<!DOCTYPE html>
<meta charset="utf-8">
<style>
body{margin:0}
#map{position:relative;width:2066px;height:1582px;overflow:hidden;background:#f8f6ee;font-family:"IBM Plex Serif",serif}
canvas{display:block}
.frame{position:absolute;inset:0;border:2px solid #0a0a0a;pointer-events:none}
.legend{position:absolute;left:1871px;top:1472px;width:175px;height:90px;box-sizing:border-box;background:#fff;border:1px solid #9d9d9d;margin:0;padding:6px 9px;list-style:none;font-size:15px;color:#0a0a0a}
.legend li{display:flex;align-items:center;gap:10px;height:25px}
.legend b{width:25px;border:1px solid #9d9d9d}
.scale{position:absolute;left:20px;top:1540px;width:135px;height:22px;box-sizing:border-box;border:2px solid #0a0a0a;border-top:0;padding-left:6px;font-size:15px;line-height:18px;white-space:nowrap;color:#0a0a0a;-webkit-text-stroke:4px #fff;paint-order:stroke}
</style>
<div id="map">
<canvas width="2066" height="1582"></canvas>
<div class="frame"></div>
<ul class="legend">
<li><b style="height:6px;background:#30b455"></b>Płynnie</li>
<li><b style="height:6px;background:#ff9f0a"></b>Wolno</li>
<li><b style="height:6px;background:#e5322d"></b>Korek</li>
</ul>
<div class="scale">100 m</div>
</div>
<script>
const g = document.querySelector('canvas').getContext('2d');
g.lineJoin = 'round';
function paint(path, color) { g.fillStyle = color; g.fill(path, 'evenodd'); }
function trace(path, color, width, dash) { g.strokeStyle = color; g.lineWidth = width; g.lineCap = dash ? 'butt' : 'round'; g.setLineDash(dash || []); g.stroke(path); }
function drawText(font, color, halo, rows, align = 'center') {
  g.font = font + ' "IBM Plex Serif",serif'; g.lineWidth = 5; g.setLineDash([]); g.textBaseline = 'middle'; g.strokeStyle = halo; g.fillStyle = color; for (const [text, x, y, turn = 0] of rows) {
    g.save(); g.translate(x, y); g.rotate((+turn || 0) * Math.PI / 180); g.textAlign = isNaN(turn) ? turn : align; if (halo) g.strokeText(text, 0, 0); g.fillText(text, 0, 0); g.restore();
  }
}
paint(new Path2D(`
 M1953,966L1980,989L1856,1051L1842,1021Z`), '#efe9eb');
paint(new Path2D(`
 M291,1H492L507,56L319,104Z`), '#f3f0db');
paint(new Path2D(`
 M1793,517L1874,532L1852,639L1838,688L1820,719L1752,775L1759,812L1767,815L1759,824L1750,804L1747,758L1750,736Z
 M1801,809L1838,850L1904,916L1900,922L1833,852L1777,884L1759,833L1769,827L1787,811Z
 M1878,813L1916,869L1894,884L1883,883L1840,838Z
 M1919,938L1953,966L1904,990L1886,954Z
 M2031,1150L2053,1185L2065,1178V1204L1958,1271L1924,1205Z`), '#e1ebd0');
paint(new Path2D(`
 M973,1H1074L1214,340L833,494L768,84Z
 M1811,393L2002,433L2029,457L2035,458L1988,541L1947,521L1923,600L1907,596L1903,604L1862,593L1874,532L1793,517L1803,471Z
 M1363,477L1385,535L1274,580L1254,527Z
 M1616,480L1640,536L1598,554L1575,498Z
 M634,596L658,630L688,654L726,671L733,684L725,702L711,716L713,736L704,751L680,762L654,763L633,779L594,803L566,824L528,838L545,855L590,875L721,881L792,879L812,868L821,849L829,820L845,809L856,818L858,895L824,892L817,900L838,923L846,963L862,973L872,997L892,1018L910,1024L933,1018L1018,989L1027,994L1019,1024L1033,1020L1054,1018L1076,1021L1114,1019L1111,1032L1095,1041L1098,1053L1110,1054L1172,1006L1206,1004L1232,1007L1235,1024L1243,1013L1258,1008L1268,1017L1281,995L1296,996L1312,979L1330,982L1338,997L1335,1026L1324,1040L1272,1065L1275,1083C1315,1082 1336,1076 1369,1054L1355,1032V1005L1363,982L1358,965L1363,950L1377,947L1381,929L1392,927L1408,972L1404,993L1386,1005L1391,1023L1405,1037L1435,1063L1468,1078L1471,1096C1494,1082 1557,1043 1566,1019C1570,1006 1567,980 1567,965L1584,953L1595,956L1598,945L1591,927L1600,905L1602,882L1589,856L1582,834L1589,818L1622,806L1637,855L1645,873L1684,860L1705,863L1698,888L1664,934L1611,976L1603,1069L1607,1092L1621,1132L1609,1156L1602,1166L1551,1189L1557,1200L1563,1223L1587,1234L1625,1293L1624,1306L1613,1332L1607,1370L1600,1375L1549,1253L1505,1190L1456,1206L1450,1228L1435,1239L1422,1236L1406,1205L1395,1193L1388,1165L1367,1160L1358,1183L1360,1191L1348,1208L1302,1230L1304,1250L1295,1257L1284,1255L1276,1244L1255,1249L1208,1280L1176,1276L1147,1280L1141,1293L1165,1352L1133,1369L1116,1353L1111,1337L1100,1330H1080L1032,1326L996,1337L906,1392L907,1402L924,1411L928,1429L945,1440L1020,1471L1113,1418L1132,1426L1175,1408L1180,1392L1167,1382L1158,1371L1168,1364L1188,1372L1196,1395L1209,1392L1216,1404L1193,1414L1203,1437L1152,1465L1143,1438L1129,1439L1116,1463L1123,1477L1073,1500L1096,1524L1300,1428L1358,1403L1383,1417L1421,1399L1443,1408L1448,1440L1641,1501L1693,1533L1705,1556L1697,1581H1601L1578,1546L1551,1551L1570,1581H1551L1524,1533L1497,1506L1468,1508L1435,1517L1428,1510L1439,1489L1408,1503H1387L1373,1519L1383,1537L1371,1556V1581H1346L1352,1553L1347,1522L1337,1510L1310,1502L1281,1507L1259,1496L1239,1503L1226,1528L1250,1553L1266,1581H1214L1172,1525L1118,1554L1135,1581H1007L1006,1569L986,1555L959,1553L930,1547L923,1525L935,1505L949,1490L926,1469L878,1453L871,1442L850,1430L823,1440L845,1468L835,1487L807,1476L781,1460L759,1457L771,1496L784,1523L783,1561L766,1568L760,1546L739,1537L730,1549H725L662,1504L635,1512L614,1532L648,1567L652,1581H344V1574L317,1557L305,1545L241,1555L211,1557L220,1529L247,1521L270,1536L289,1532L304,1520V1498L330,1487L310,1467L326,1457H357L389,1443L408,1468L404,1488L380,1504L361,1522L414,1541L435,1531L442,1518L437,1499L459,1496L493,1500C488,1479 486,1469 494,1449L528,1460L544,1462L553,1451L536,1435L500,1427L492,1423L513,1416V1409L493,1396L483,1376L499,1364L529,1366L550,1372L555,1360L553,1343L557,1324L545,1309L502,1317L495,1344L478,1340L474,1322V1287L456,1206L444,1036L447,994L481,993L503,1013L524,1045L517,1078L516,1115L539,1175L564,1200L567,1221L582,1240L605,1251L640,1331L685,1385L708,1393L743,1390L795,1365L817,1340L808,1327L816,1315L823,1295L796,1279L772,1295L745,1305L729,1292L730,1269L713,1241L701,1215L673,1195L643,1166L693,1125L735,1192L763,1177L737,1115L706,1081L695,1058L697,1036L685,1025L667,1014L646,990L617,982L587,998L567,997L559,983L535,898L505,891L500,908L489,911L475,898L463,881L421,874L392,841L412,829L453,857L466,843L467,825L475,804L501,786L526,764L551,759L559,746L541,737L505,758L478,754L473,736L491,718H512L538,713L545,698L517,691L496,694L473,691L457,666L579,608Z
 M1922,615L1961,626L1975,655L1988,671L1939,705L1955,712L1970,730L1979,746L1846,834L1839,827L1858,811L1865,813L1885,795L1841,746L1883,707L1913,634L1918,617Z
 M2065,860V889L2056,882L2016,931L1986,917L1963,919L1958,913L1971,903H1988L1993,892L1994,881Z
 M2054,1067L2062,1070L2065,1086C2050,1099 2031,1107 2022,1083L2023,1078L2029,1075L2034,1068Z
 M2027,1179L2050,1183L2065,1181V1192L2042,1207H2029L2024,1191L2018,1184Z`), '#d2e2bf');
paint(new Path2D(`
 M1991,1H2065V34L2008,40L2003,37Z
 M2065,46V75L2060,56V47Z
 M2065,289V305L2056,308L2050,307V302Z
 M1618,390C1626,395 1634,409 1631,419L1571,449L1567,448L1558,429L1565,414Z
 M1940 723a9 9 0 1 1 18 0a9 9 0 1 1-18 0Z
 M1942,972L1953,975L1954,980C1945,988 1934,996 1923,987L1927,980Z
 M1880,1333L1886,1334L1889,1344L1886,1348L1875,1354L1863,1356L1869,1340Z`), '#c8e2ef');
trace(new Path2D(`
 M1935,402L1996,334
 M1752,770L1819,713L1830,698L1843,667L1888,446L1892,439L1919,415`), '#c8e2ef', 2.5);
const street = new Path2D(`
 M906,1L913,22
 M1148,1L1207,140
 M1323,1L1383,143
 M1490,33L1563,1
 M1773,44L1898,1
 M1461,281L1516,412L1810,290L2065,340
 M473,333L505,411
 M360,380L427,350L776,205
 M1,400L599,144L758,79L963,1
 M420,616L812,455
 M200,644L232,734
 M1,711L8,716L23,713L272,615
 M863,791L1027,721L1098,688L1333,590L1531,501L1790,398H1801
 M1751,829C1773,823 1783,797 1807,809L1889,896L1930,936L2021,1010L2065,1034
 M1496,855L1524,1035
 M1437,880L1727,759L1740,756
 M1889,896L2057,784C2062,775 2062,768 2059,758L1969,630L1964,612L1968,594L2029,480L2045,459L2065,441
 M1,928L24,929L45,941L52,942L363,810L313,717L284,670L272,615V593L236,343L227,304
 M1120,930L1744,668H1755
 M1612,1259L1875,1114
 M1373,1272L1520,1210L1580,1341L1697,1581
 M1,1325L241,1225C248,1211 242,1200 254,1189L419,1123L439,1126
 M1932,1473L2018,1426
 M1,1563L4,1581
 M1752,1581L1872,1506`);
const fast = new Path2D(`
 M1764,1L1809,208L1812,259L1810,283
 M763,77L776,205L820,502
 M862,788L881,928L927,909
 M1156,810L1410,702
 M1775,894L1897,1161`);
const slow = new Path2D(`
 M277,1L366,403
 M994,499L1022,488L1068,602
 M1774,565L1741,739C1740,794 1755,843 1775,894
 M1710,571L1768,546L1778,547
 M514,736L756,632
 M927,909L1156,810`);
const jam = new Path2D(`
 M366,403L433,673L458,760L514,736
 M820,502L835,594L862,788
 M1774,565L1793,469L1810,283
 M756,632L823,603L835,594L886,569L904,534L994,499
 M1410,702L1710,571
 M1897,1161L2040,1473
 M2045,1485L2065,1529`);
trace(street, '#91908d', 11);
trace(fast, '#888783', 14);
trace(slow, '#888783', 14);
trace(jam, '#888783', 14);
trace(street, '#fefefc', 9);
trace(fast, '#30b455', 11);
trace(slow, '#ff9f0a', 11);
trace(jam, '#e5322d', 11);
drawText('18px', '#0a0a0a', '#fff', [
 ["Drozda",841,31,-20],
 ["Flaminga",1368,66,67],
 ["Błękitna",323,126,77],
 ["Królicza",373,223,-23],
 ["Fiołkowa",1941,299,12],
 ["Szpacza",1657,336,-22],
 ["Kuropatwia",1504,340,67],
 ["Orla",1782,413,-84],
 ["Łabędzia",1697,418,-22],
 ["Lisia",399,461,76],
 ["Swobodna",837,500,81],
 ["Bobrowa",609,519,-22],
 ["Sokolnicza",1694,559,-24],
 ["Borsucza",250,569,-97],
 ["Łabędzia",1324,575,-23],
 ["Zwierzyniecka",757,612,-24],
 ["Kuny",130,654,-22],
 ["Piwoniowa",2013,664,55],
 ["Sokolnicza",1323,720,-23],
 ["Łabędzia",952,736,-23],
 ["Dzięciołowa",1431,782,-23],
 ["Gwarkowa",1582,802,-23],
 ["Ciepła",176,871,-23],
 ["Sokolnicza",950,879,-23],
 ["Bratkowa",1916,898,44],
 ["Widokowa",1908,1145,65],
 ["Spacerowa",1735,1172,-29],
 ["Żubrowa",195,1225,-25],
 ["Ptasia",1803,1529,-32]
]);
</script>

━━━

• _EXERCISE DESCRIPTION_:
A word-for-word copy of the lines above from the one with "function paint(path, color)" through the one with "g.font = font", inclusive, is the only output wanted.

• _SOLUTION TO THE EXERCISE_:
function paint(path, color) { g.fillStyle = color; g.fill(path, 'evenodd'); }
function trace(path, color, width, dash) { g.strokeStyle = color; g.lineWidth = width; g.lineCap = dash ? 'butt' : 'round'; g.setLineDash(dash || []); g.stroke(path); }
function drawText(font, color, halo, rows, align = 'center') {
  g.font = font + ' "IBM Plex Serif",serif'; g.lineWidth = 5; g.setLineDash([]); g.textBaseline = 'middle'; g.strokeStyle = halo; g.fillStyle = color; for (const [text, x, y, turn = 0] of rows) {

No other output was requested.